The massive influx of funds has driven major U.S. stock indexes to a series of record highs, as investors appeared to shrug off concerns about potential economic risks, including inflation and its implications for the Federal Reserve’s interest rate policy.

“The growth agenda that Trump has put on the table is being fully embraced,” said Dec Mullarkey, Chief Executive of SLC Management.

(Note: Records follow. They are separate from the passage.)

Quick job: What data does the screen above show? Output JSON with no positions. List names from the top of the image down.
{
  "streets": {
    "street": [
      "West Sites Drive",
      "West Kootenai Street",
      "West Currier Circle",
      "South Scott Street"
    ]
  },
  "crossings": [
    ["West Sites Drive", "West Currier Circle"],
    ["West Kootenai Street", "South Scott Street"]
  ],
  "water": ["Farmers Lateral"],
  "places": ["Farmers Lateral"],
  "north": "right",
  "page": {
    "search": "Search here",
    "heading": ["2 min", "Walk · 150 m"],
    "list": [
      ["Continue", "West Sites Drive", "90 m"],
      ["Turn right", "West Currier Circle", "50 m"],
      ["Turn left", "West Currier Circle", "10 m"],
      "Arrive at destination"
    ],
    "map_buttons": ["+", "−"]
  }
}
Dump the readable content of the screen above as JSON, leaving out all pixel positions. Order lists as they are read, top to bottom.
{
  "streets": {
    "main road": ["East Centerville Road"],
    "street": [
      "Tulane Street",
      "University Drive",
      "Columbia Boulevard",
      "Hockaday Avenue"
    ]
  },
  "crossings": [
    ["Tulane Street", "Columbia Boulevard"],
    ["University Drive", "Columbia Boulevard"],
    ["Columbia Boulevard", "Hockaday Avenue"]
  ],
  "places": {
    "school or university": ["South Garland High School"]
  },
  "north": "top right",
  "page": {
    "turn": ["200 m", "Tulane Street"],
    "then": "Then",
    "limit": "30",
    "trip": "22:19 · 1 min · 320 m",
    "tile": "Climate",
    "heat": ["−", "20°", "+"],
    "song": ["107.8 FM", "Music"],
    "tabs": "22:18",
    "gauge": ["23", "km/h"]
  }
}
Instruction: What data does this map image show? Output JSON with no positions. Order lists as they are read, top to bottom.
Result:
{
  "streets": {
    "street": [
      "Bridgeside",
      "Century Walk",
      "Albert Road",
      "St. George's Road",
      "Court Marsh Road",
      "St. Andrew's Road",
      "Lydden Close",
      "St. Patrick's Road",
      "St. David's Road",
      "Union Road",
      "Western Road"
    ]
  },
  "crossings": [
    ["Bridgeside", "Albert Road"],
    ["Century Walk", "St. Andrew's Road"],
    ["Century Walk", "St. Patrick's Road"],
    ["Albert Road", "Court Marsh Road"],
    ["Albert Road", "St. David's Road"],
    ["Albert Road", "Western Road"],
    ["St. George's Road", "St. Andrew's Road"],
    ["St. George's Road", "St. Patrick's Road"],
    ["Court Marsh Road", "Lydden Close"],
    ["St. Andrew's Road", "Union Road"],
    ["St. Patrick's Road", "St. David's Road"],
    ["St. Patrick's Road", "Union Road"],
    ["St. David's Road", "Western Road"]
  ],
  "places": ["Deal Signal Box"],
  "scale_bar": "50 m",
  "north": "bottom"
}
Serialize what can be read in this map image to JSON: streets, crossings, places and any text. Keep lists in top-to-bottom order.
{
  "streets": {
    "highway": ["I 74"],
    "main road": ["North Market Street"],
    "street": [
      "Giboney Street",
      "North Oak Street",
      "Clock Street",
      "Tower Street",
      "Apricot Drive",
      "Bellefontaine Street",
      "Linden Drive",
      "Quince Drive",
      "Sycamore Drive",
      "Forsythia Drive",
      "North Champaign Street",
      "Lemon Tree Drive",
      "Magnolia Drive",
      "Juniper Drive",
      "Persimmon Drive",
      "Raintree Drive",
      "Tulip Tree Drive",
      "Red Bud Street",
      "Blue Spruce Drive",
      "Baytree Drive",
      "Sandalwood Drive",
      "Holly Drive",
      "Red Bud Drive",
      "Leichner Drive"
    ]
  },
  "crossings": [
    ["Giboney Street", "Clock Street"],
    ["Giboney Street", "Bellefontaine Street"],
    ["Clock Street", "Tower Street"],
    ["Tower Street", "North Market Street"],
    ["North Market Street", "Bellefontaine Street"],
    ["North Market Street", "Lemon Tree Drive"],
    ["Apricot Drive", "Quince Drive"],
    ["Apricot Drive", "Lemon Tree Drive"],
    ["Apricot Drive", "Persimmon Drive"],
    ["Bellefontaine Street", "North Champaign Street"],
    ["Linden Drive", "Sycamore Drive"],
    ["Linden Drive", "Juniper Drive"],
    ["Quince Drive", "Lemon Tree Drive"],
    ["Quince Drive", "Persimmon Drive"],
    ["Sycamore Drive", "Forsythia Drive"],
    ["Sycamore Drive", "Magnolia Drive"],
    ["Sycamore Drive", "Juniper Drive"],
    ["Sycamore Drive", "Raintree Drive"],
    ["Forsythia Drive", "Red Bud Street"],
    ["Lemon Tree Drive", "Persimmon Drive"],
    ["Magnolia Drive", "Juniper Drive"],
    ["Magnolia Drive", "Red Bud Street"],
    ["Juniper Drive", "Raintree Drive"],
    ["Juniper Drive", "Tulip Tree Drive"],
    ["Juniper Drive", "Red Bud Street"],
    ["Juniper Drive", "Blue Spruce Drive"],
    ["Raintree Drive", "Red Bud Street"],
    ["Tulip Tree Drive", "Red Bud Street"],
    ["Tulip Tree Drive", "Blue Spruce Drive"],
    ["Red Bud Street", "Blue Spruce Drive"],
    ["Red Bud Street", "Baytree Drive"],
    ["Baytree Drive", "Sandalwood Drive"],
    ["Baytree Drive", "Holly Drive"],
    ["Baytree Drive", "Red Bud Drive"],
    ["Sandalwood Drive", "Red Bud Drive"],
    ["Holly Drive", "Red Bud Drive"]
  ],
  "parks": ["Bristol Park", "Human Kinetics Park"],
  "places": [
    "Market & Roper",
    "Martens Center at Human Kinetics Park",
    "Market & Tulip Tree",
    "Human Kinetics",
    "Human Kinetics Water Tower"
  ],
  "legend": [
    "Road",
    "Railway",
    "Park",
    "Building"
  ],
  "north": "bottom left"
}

He added that Trump’s picks for top administration posts have been seen as “very market friendly.”

Trump has promised to fill his administration with financial experts, including Scott Bessent as Treasury Secretary, and Paul Atkins, a cryptocurrency advocate, as Chairman of the Securities and Exchange Commission (SEC).

The president-elect has outlined a pro-growth agenda, emphasizing reduced taxes, deregulation, and economic expansion. These proposals have spurred optimism among investors, fueling a rally in the market.

The S&P 500, Wall Street’s primary stock market indicator, has risen 5.3% since Election Day, bringing its total gains for the year to 28%. Smaller companies, which are often seen as more responsive to changes in the U.S. economy, have outperformed larger firms during this period. The Russell 2000 index recently hit a record high for the first time in three years.

While U.S. equity funds have enjoyed record inflows, other global markets have experienced outflows emerging market funds have seen net withdrawals of $8 billion, with China-focused funds accounting for $4 billion; funds investing in Western Europe have lost $14 billion; and Japan-focused funds have seen outflows of approximately $6 billion.